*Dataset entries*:
---*---
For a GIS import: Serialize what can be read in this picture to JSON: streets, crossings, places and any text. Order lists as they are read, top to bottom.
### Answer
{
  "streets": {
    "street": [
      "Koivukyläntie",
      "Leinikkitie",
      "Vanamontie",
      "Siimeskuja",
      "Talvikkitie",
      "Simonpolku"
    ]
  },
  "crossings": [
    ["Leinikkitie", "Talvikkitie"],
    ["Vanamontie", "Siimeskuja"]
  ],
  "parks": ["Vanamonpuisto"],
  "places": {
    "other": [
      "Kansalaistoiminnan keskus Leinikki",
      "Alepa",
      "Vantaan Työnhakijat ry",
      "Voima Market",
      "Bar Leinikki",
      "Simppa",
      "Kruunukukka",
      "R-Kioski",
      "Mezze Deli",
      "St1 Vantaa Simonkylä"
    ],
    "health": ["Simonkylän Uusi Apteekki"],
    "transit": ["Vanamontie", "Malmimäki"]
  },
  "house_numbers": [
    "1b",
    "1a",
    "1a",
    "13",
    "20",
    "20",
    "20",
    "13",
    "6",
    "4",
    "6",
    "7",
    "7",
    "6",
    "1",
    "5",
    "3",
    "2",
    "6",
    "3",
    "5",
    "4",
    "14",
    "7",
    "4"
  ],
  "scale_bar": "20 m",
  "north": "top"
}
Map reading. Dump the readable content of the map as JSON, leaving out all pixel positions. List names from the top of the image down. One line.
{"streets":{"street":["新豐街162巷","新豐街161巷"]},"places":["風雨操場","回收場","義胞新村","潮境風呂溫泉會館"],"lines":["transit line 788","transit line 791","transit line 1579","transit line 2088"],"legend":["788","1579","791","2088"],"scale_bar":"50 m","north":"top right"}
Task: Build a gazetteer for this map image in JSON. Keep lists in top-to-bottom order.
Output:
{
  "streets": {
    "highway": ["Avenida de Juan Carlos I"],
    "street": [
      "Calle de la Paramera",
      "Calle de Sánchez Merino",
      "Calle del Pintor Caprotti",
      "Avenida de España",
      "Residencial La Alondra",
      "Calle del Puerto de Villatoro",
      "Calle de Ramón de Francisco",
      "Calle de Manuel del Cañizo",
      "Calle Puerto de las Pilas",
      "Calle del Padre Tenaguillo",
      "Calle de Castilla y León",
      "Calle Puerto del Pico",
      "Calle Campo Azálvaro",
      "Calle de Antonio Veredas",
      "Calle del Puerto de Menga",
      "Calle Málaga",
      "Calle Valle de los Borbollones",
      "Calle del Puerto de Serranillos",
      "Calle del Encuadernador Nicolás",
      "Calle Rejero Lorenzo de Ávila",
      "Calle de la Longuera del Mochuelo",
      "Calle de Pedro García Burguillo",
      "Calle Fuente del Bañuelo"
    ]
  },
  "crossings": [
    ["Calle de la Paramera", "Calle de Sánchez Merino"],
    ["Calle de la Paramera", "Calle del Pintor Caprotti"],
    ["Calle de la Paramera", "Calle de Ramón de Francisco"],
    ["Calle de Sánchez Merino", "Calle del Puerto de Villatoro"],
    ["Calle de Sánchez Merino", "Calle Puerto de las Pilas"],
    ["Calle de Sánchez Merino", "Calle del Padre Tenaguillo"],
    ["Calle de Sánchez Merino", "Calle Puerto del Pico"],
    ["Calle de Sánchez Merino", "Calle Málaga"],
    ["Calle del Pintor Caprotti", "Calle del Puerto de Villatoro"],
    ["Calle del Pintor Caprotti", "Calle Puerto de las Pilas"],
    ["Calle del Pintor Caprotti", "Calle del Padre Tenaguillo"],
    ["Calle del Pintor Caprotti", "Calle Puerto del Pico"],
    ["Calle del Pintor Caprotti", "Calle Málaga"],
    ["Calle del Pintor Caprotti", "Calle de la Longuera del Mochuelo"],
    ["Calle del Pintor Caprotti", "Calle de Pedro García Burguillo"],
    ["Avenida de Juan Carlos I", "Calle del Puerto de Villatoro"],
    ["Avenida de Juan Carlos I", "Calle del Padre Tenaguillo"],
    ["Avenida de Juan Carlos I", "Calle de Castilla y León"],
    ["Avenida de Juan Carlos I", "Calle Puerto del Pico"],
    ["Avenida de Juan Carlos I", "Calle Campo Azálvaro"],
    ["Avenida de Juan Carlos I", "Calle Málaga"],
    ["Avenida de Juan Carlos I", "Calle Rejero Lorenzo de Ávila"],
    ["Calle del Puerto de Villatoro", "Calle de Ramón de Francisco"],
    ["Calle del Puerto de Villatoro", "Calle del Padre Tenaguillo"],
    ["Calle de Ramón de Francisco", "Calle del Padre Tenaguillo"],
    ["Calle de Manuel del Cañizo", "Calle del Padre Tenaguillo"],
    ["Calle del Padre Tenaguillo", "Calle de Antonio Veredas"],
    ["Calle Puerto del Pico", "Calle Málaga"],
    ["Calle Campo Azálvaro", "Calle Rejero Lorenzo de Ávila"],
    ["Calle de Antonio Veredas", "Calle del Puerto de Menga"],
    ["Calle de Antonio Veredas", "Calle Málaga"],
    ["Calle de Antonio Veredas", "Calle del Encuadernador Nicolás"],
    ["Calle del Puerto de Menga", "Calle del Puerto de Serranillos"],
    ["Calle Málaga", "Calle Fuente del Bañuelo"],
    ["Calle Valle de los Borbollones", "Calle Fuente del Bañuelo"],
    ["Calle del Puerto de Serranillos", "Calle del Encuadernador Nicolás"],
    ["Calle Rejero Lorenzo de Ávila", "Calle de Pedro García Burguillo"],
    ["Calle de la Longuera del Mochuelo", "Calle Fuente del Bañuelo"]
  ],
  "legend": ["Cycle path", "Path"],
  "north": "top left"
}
---*---
*TASK ITEM*:
State how many lines in the data include the string "Menga". Nothing else belongs in the reply.

*PROBLEM SOLUTION*:
3